Le premier cycle est ainsi achevé : l'enfant va alors sur ses neuf ans et est envoyé dans une des quatre catégorie d'écoles royales.
- La première est celle des "Echanges" et correspond grossièrement à la caste Sentaï, c'est-à-dire qu'il s'agit d'une école destinée à dresser la frange économique du pays. Elle est fondée sur la capacité des élèves à s'intéresser aux autres, à comprendre les mécanismes et les échanges de la société... Y sont principalement formés les futurs détenteurs des secteurs clés de l'économie, mais permet également de déboucher sur les métiers du journalisme, de la traduction, de la sociologie... Il s'agit de l'école la plus répudiée du royaume (au vue de l'image que le commerce matériel dégage), mais également la deuxième plus difficile, et forme les élèves jusqu'à leurs vingt ans.
- La deuxième est celle de la "Force" et constitue l'école la plus répandu chez les jeunes élèves. Elle se base sur la capacité des enfants à se battre, à détenir des aptitudes physiques et mentales robustes, à se dévouer à la patrie et à l'honneur - et, moins glorieusement, à leur inaptitude à se détacher de la masse. Formés aux activités physiques et à la culture nationale, les élèves sortant de cette école sont bien souvent destinés à la carrière militaire ou aux services publics. Il s'agit de l'école "moyenne", qui forme les élèves jusqu'à leurs dix-huit ans.

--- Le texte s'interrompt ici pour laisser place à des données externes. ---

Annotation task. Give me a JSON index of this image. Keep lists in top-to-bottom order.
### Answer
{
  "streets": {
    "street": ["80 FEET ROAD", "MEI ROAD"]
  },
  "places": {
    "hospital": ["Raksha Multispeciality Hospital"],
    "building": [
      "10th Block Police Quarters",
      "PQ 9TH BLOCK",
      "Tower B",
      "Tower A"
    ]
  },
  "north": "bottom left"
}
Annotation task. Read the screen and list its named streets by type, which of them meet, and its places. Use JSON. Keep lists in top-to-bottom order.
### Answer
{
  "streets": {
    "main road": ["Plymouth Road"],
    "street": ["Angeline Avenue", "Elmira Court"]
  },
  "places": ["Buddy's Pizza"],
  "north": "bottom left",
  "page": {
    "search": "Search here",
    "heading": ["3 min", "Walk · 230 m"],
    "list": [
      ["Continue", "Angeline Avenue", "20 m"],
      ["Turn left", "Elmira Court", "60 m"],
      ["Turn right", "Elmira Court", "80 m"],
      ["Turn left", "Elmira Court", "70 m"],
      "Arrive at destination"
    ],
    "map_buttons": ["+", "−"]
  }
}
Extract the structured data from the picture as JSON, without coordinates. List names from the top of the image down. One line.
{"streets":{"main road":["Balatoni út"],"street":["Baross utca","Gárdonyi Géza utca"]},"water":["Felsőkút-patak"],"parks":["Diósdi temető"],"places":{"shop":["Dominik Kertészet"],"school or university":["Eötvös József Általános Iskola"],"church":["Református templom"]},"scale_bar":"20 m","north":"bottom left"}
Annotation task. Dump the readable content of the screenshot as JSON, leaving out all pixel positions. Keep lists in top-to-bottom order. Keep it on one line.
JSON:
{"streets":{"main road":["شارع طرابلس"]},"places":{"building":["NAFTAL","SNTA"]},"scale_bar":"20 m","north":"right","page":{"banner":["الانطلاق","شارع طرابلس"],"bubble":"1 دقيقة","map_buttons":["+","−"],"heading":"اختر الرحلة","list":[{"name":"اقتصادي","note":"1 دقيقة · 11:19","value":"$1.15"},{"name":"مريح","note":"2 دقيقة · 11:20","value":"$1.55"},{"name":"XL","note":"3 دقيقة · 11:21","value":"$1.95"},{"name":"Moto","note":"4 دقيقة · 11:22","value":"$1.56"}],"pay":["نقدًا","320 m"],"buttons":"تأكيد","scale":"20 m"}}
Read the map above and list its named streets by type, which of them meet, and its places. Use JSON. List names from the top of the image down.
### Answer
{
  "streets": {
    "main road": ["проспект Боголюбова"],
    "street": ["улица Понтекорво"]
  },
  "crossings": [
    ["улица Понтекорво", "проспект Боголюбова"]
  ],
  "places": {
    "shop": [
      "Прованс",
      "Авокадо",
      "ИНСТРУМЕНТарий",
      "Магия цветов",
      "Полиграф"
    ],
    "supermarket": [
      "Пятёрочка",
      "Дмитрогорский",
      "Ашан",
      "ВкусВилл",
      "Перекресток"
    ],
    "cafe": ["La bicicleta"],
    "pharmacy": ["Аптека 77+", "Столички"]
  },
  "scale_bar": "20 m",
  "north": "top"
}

- La troisième est celle du "Travail" et est réservée, disons-le, aux plus simples d'esprit qui s'avèrent même incapables de respecter les traditions et de se battre pour la patrie. L'éducation y est extrêmement sévère et rigoureuse ; l'obéissance y est une condition imprescriptible. Chaque décennie, on peut recenser au moins un cas d'enfant mort battu par son professeur. Véritables camp de travail destinés aux enfants, on leur y apprend toutes sortes de travaux manuels d'utilité publique - de la maçonnerie à la pêche, en passant par la cordonnerie, la plomberie... La plupart des enfants sortant de ces écoles disciplinaires et autoritaires intégreront la caste esclave du royaume. A nuancer toutefois ; un esclave détient généralement une bonne condition et, du fait de la haute éducation générale des maîtres, être esclave revient simplement à s'y dévouer. Les sévices physiques et mentales sont si rares que si ils étaient rendus publics, un scandale s'ensuivrait - et personne ne veut de scandales. Les esclaves sont obéissants et les maîtres bons ; voilà une société bien formée. Cette école forme les élèves jusqu'à leurs seize ans.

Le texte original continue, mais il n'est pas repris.